- **What is expected**
The following data is to be repeated exactly, its pictures excluded.

- **Supplied material**
----

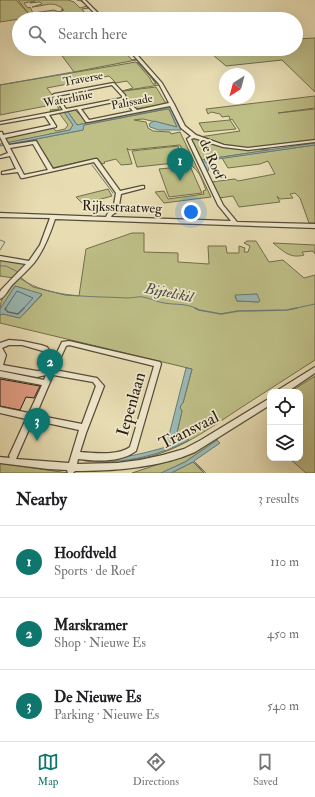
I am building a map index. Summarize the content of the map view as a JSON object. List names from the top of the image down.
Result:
{
  "streets": {
    "street": [
      "Traverse",
      "Waterlinie",
      "Palissade",
      "de Roef",
      "Rijksstraatweg",
      "Iepenlaan",
      "Transvaal"
    ]
  },
  "crossings": [
    ["Traverse", "Waterlinie"],
    ["Waterlinie", "Palissade"],
    ["Palissade", "de Roef"],
    ["de Roef", "Rijksstraatweg"]
  ],
  "water": ["Bijtelskil"],
  "north": "bottom left",
  "page": {
    "search": "Search here",
    "pins": ["1", "2", "3"],
    "heading": ["Nearby", "3 results"],
    "list": [
      {
        "mark": "1",
        "name": "Hoofdveld",
        "note": "Sports · de Roef",
        "value": "110 m"
      },
      {
        "mark": "2",
        "name": "Marskramer",
        "note": "Shop · Nieuwe Es",
        "value": "450 m"
      },
      {
        "mark": "3",
        "name": "De Nieuwe Es",
        "note": "Parking · Nieuwe Es",
        "value": "540 m"
      }
    ],
    "nav": ["Map", "Directions", "Saved"]
  }
}
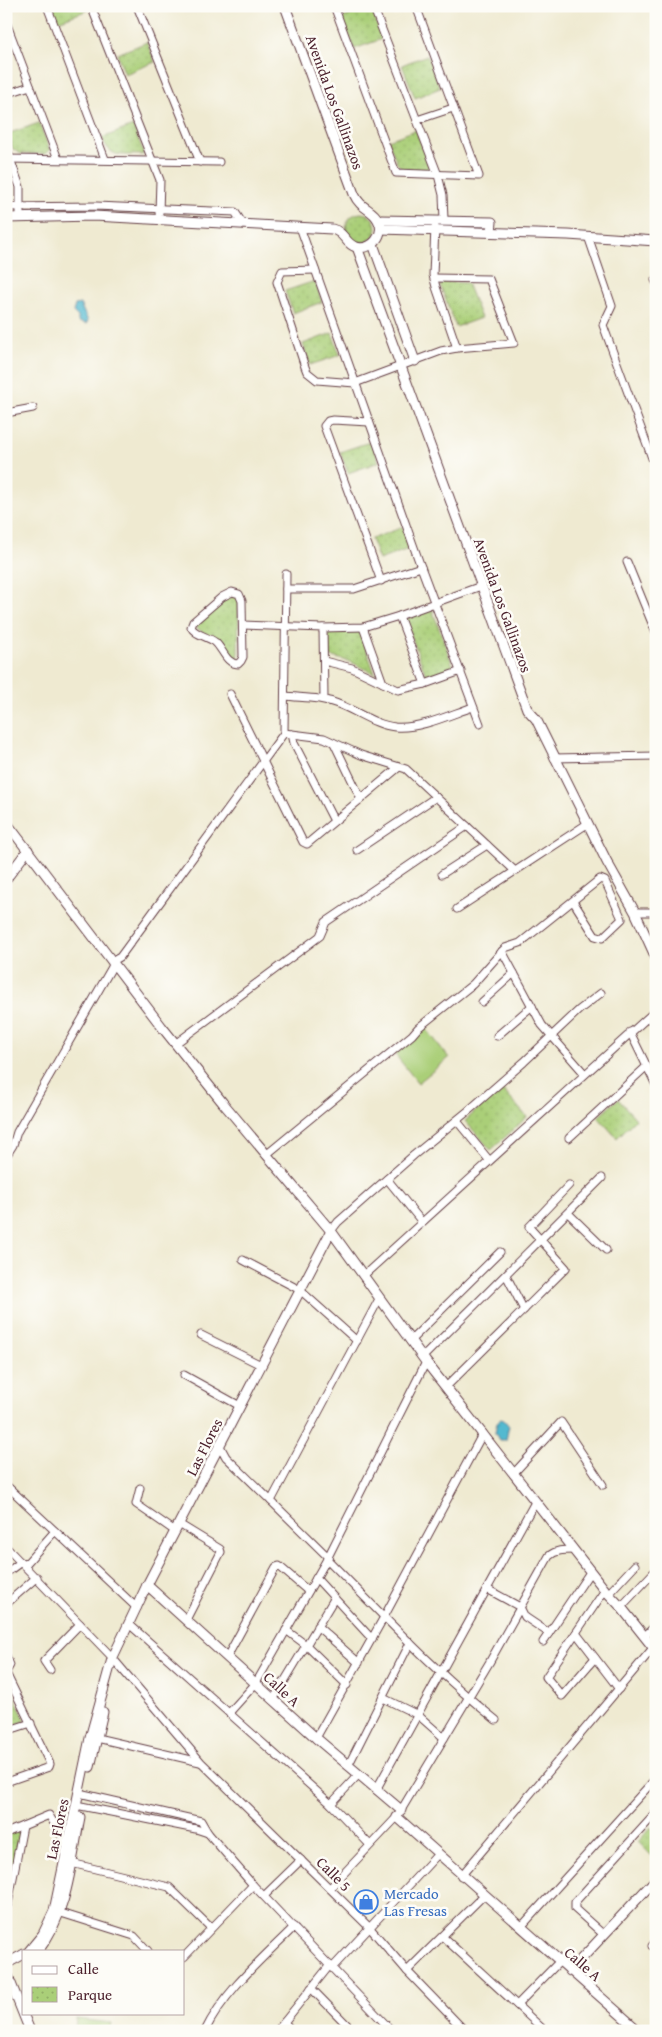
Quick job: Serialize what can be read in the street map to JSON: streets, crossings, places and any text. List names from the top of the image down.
{
  "streets": {
    "street": [
      "Avenida Los Gallinazos",
      "Las Flores",
      "Calle A",
      "Calle 5"
    ]
  },
  "crossings": [
    ["Las Flores", "Calle A"],
    ["Las Flores", "Calle 5"]
  ],
  "places": {
    "shop": ["Mercado Las Fresas"]
  },
  "legend": ["Calle", "Parque"]
}
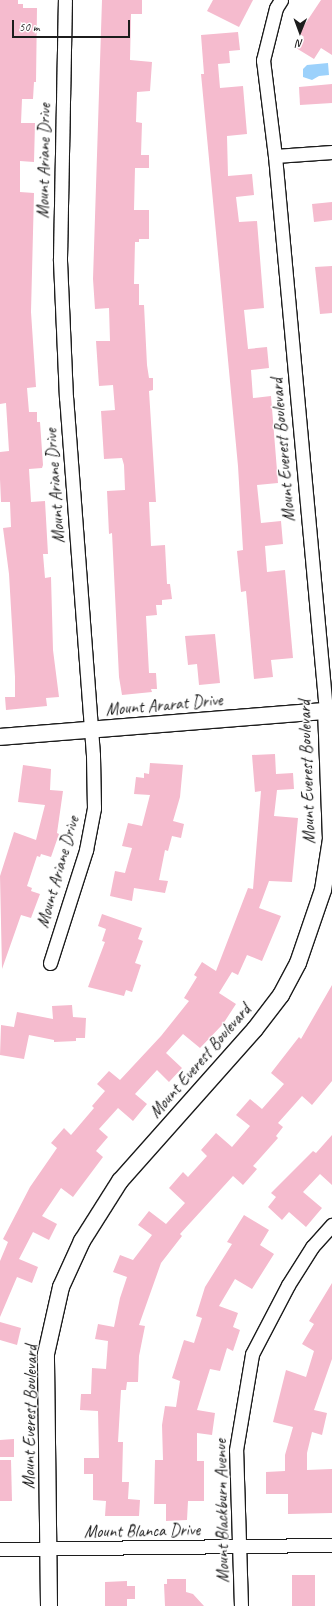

----

- **Solution**
I am building a map index. Summarize the content of the map view as a JSON object. List names from the top of the image down.
Result:
{
  "streets": {
    "street": [
      "Traverse",
      "Waterlinie",
      "Palissade",
      "de Roef",
      "Rijksstraatweg",
      "Iepenlaan",
      "Transvaal"
    ]
  },
  "crossings": [
    ["Traverse", "Waterlinie"],
    ["Waterlinie", "Palissade"],
    ["Palissade", "de Roef"],
    ["de Roef", "Rijksstraatweg"]
  ],
  "water": ["Bijtelskil"],
  "north": "bottom left",
  "page": {
    "search": "Search here",
    "pins": ["1", "2", "3"],
    "heading": ["Nearby", "3 results"],
    "list": [
      {
        "mark": "1",
        "name": "Hoofdveld",
        "note": "Sports · de Roef",
        "value": "110 m"
      },
      {
        "mark": "2",
        "name": "Marskramer",
        "note": "Shop · Nieuwe Es",
        "value": "450 m"
      },
      {
        "mark": "3",
        "name": "De Nieuwe Es",
        "note": "Parking · Nieuwe Es",
        "value": "540 m"
      }
    ],
    "nav": ["Map", "Directions", "Saved"]
  }
}
Quick job: Serialize what can be read in the street map to JSON: streets, crossings, places and any text. List names from the top of the image down.
{
  "streets": {
    "street": [
      "Avenida Los Gallinazos",
      "Las Flores",
      "Calle A",
      "Calle 5"
    ]
  },
  "crossings": [
    ["Las Flores", "Calle A"],
    ["Las Flores", "Calle 5"]
  ],
  "places": {
    "shop": ["Mercado Las Fresas"]
  },
  "legend": ["Calle", "Parque"]
}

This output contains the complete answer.